[Stored items]

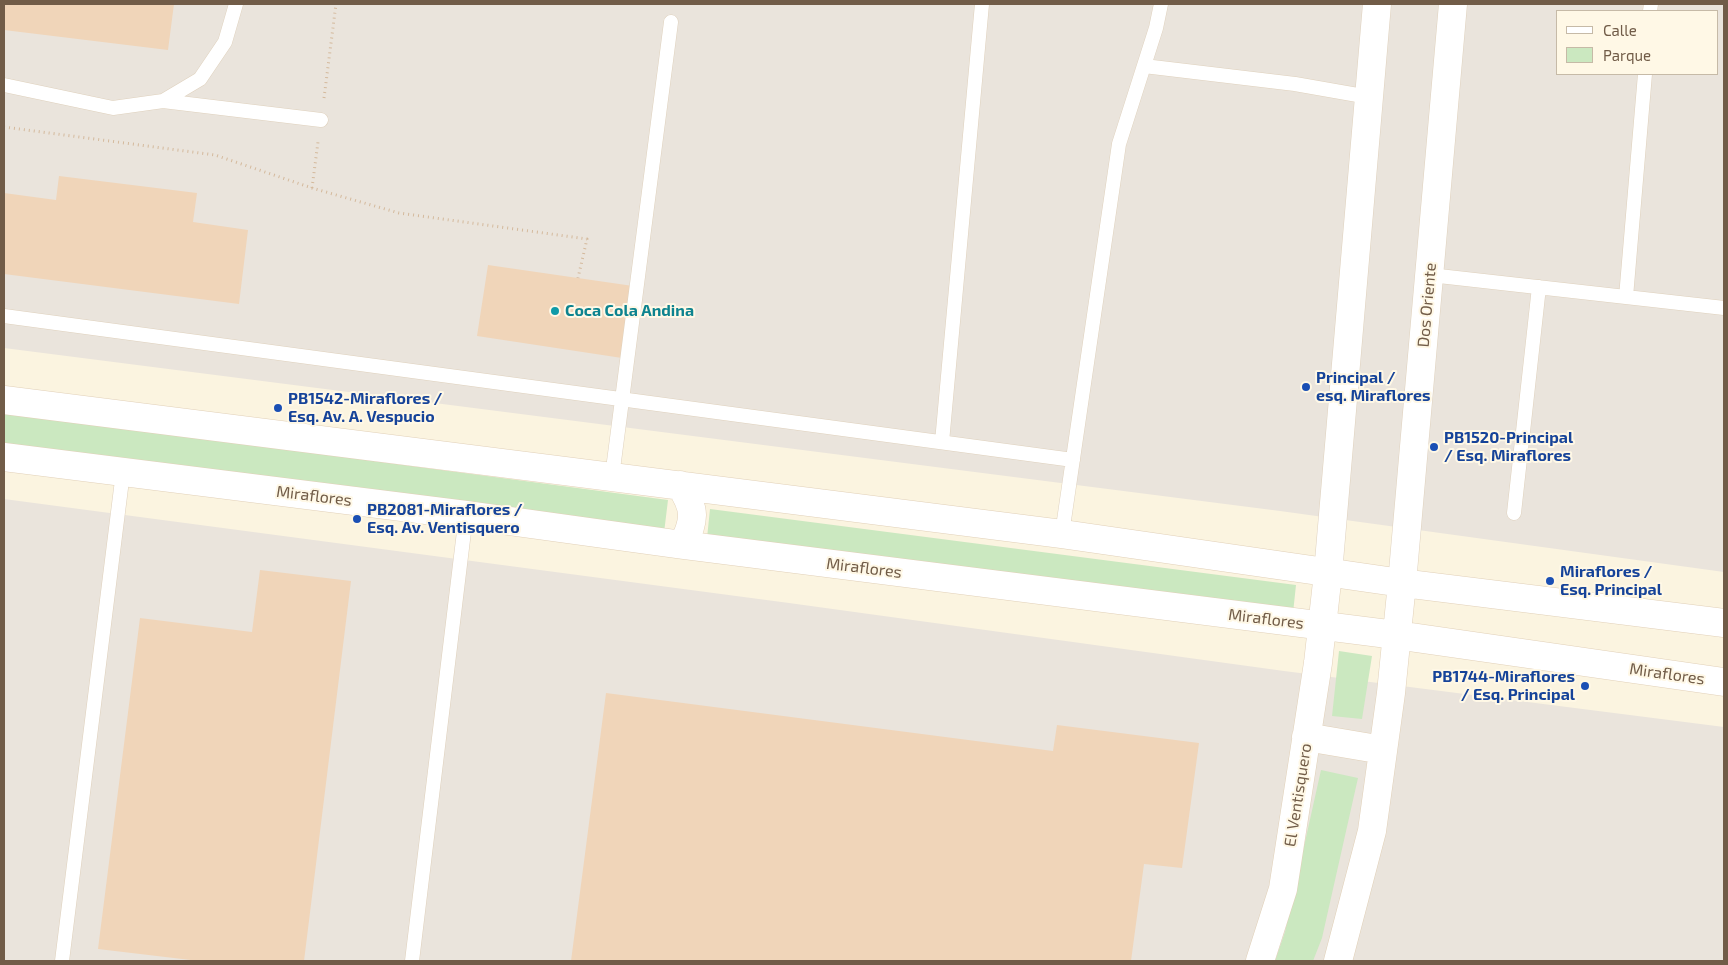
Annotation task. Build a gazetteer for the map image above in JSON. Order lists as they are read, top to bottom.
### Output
{
  "streets": {
    "main road": ["Dos Oriente", "Miraflores", "El Ventisquero"]
  },
  "crossings": [
    ["Dos Oriente", "Miraflores"],
    ["Miraflores", "El Ventisquero"]
  ],
  "places": [
    "Coca Cola Andina",
    "Principal / esq. Miraflores",
    "PB1542-Miraflores / Esq. Av. A. Vespucio",
    "PB1520-Principal / Esq. Miraflores",
    "PB2081-Miraflores / Esq. Av. Ventisquero",
    "Miraflores / Esq. Principal",
    "PB1744-Miraflores / Esq. Principal"
  ],
  "legend": ["Calle", "Parque"]
}
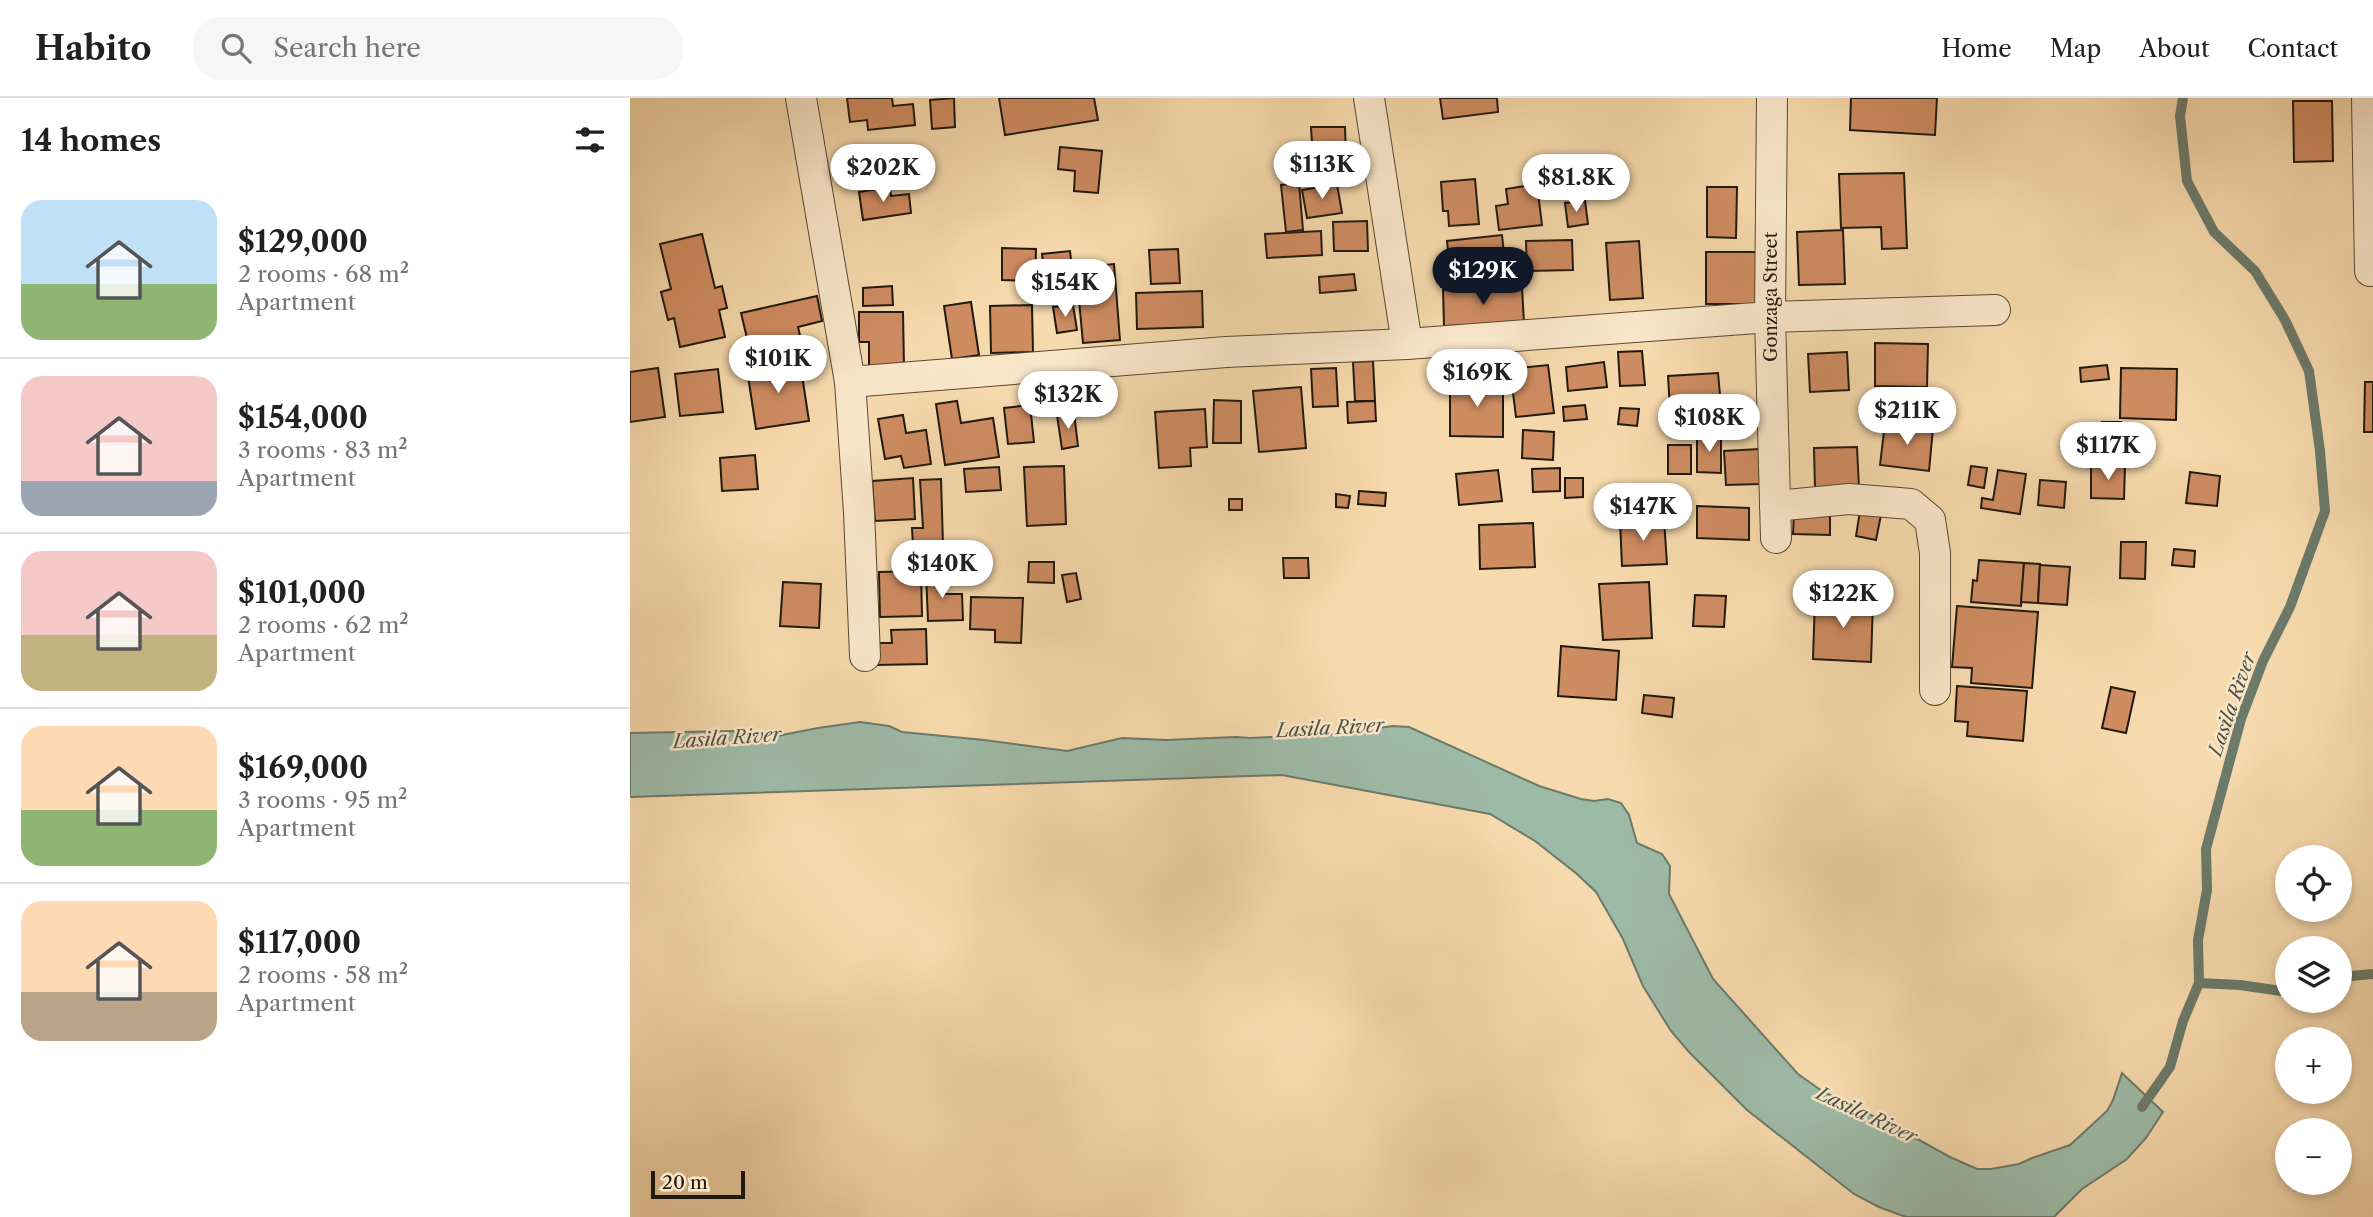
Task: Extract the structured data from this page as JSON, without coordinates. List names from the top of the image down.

• [What is required]:
Reproduce the data above in full, exactly as it is, with the pictures left out.

• [Response area]:
Annotation task. Build a gazetteer for the map image above in JSON. Order lists as they are read, top to bottom.
### Output
{
  "streets": {
    "main road": ["Dos Oriente", "Miraflores", "El Ventisquero"]
  },
  "crossings": [
    ["Dos Oriente", "Miraflores"],
    ["Miraflores", "El Ventisquero"]
  ],
  "places": [
    "Coca Cola Andina",
    "Principal / esq. Miraflores",
    "PB1542-Miraflores / Esq. Av. A. Vespucio",
    "PB1520-Principal / Esq. Miraflores",
    "PB2081-Miraflores / Esq. Av. Ventisquero",
    "Miraflores / Esq. Principal",
    "PB1744-Miraflores / Esq. Principal"
  ],
  "legend": ["Calle", "Parque"]
}
Task: Extract the structured data from this page as JSON, without coordinates. List names from the top of the image down.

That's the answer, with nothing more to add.